Financial Measures Analysis: Risk Warehouse Data Verification

Background

Part of an investment bank’s daily operation is to track the value of Credit Default Swaps on a daily basis. A Credit Default Swap (CDS) is a contract between a buyer and a seller in which the buyer of the CDS agrees to make a series of payments to the seller that are akin to insurance premiums against default of a credit instrument (such as a bond or mortgage backed security). In return, the buyer receives a payoff from the seller if the credit instrument goes into default; if the instrument does not go into default, the seller keeps the payments as profit.

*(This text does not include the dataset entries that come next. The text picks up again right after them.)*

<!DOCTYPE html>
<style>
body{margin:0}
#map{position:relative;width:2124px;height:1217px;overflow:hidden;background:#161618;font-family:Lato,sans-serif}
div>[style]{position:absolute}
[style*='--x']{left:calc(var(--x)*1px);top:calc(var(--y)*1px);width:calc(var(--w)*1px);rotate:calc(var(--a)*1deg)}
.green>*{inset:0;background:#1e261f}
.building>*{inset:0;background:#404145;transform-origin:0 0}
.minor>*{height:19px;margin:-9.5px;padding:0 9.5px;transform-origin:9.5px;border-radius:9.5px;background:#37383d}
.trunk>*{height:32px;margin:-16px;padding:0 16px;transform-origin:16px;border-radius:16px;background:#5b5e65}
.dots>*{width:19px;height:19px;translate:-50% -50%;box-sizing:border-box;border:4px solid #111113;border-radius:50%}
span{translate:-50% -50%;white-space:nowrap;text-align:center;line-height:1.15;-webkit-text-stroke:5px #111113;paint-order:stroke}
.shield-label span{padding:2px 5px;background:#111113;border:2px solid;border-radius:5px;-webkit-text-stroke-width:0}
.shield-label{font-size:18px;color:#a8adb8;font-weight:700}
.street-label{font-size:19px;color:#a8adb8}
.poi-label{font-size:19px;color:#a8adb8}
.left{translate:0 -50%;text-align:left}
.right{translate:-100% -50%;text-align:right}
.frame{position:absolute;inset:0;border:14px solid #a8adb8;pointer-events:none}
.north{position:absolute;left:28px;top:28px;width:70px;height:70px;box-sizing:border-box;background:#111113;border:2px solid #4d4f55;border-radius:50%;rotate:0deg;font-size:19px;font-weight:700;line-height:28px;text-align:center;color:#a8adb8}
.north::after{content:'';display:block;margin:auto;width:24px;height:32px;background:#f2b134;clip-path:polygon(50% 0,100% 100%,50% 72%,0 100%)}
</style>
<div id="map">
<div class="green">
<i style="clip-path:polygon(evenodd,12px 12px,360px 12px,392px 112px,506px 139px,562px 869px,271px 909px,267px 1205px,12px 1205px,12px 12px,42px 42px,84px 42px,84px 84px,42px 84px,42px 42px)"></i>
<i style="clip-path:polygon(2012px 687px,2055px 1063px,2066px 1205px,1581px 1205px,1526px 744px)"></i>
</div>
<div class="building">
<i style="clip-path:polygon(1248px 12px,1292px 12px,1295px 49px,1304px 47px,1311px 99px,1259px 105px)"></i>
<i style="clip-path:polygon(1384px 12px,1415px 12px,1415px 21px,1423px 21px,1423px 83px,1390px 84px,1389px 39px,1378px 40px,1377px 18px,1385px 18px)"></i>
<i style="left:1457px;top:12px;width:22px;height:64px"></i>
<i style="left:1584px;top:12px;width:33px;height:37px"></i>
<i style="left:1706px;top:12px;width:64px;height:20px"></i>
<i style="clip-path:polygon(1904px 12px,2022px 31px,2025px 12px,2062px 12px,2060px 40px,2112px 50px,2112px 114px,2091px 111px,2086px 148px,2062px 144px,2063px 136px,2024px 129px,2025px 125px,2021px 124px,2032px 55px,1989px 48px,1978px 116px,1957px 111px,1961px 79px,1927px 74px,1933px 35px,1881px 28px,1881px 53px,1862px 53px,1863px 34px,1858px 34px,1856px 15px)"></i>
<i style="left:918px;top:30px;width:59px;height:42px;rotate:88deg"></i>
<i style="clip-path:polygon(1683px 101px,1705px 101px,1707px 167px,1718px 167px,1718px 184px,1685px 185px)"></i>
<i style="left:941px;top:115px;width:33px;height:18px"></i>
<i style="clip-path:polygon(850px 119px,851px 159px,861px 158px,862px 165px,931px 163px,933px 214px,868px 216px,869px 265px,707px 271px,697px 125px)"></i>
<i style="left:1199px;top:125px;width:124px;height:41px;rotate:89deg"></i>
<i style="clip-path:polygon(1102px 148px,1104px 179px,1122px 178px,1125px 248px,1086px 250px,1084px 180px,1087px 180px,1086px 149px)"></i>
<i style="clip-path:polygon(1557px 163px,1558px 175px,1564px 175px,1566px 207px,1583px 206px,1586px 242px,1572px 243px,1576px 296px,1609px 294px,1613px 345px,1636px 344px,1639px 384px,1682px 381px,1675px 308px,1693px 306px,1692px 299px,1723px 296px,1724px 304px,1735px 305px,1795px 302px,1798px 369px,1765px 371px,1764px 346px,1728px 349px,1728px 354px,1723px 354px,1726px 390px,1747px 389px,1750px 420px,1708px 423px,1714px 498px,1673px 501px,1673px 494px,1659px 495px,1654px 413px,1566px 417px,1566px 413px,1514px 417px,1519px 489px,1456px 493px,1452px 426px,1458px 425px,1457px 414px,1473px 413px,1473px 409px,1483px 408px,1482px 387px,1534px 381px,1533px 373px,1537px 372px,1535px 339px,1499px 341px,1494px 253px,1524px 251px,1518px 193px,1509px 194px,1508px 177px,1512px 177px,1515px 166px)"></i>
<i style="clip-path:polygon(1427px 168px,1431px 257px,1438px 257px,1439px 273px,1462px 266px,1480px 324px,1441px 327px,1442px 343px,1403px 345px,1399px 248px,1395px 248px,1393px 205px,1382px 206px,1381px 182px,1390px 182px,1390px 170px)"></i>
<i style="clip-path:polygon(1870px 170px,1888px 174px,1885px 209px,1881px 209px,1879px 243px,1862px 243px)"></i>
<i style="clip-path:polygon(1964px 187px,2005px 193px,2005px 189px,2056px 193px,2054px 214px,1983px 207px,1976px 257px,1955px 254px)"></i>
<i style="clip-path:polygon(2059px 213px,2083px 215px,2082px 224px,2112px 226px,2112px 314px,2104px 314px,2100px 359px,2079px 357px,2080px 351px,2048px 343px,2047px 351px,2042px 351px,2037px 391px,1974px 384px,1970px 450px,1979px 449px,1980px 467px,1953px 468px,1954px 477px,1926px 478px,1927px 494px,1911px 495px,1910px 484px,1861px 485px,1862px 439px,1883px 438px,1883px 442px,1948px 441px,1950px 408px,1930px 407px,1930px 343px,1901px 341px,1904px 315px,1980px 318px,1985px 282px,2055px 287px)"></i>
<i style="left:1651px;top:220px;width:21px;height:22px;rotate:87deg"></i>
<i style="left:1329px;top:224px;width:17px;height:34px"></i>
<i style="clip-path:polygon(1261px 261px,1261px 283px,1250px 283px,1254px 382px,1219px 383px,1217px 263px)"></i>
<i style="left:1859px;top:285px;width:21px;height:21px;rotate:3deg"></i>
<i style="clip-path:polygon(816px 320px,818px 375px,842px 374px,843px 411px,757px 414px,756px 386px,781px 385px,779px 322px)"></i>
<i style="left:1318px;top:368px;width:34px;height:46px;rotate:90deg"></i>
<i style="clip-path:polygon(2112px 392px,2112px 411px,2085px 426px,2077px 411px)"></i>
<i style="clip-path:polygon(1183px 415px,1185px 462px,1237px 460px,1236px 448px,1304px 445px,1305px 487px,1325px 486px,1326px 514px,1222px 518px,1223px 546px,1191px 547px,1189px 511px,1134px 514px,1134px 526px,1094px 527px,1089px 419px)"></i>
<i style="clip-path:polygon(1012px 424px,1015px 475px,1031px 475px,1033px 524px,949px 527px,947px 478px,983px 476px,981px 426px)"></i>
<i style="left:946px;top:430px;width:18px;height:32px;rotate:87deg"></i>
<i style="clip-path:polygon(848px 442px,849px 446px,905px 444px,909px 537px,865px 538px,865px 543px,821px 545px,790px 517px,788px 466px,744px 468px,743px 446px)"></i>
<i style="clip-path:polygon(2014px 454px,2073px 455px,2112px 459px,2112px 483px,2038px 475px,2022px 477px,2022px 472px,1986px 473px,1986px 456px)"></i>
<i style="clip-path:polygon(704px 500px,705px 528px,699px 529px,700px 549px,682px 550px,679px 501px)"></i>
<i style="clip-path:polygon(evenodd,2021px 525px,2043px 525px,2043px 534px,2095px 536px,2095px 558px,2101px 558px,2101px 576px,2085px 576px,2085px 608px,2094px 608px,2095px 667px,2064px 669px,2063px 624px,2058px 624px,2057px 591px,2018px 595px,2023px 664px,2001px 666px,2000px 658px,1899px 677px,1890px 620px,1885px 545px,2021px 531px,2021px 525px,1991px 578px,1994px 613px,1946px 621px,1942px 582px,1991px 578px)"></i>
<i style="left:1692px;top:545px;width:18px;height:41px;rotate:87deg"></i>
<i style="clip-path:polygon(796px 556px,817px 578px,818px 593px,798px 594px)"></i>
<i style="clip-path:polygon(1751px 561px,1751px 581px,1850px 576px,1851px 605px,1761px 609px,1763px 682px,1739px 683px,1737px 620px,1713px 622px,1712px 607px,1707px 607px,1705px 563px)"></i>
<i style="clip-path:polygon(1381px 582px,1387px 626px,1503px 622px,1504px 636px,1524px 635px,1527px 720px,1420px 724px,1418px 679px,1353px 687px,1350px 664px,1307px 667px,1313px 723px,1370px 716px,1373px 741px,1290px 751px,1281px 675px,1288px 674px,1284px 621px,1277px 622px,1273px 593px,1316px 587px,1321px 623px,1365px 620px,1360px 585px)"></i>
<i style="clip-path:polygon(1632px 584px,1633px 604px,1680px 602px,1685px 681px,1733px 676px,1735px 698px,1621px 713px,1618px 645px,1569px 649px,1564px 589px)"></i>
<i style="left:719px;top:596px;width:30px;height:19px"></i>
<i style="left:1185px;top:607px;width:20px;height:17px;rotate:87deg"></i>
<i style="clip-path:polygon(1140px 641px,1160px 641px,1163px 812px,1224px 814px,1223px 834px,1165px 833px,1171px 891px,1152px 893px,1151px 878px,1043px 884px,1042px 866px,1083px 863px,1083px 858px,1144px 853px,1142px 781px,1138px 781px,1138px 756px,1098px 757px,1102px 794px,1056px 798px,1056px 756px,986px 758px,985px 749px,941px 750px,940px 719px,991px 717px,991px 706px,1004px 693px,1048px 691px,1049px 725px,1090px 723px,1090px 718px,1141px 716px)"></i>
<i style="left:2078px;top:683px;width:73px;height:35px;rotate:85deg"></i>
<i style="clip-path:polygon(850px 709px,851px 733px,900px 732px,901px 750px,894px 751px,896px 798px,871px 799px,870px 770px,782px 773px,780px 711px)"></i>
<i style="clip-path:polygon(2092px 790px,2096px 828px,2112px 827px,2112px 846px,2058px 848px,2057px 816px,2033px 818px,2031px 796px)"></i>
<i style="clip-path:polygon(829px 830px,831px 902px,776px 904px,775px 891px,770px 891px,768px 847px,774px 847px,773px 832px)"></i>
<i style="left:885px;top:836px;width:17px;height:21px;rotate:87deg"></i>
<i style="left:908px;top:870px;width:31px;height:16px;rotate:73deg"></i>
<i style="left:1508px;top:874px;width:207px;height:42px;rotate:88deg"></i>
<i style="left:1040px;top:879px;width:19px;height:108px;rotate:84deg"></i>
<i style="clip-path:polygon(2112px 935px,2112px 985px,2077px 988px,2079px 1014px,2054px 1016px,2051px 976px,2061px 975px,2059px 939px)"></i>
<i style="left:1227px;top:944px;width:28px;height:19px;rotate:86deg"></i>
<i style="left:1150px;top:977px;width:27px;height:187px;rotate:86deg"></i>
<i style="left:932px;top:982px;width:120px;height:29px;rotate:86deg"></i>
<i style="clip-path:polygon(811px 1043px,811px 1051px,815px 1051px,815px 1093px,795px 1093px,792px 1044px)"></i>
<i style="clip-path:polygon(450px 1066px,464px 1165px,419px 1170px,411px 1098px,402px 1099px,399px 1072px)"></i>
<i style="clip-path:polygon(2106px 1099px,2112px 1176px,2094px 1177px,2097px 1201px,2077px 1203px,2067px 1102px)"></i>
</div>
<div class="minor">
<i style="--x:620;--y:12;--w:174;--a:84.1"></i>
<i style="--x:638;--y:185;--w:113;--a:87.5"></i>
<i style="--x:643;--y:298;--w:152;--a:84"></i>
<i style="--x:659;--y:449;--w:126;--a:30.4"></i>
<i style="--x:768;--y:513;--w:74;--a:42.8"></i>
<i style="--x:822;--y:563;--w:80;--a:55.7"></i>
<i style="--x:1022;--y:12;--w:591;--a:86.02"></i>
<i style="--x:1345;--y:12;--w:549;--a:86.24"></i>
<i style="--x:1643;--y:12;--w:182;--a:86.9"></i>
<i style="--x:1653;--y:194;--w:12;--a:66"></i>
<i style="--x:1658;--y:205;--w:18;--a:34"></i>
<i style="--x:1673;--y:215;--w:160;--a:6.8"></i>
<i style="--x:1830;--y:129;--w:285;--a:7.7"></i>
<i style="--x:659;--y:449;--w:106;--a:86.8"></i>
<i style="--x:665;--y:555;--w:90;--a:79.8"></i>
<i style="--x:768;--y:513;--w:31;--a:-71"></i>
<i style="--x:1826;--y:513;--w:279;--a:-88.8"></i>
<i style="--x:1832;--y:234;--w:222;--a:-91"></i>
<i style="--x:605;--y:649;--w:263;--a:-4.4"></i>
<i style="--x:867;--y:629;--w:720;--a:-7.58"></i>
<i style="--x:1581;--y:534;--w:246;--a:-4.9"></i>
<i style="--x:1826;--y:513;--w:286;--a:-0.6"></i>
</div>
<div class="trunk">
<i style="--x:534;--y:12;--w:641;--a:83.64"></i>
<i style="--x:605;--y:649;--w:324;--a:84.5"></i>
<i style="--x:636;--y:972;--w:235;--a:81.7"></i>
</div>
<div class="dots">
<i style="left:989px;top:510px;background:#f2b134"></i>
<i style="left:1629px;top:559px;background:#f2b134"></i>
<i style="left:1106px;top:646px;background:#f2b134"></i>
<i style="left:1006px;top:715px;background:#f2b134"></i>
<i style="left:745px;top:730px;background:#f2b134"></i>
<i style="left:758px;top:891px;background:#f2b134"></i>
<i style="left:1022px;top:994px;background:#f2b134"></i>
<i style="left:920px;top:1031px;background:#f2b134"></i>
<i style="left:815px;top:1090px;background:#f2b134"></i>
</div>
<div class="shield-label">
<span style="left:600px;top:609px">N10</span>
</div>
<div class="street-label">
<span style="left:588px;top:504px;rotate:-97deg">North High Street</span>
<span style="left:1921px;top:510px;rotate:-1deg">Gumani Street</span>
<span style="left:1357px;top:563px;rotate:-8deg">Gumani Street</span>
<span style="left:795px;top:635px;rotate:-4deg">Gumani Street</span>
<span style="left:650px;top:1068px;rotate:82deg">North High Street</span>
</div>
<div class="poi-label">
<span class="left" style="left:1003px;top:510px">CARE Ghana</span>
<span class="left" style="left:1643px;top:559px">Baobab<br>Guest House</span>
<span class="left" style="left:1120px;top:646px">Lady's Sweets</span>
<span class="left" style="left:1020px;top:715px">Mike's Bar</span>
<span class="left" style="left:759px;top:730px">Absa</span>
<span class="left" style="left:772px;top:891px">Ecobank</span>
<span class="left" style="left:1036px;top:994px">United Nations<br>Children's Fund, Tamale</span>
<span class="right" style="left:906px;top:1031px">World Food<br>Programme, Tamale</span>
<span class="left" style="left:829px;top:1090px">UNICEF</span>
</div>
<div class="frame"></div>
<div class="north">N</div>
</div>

Various Risk and P&L measures are calculated daily by a risk data warehouse in order to track the changing values of different CDSs. Frequent releases of this valuation system are necessitated because the calculations are changed in response to changing business and market conditions. The goal of the software quality effort is to assure that each new version of the valuation system calculates these measures the same as the previously deployed production system.

Challenges

How can a data-warehouse software quality effort compare hundreds of books with thousands of CDS’s with the corresponding measures from another data source, and output the comparisons in a manner suitable for further investigation of any mismatched measures?

Strategy

Implement a high-volume database comparison system to retrieve risk data from various databases and store the data in a results database, from which data analysis can be performed.

Solution

  • RTTS designed and built a custom test application using Visual Studio.Net and VB.Net to set up high-volume SQL-based data comparisons between test systems and production systems.
  • Approximately 1000 SQL queries were written against the combined systems to compare measures from the test systems to the analogous data in the production systems.
  • Data comparison runs were performed on an ever expanding set of books and then investigations were performed on mismatched CDS’s.
  • Several thousand CDS’s and their valuation measures could be compared in less than 10 minutes.
  • The results of the analysis could then be used to investigate the reasons there are differences amongst the analogous measures.

Benefits

  • The automated framework decreased the necessary time to compare CDS’s by a factor of 100.
  • After comparison runs were completed, manual investigations as to differences could be performed quickly because the discrepancies were pinpointed by the automated comparisons.
  • Testers could run comparisons and begin investigations within minutes, as opposed to hours.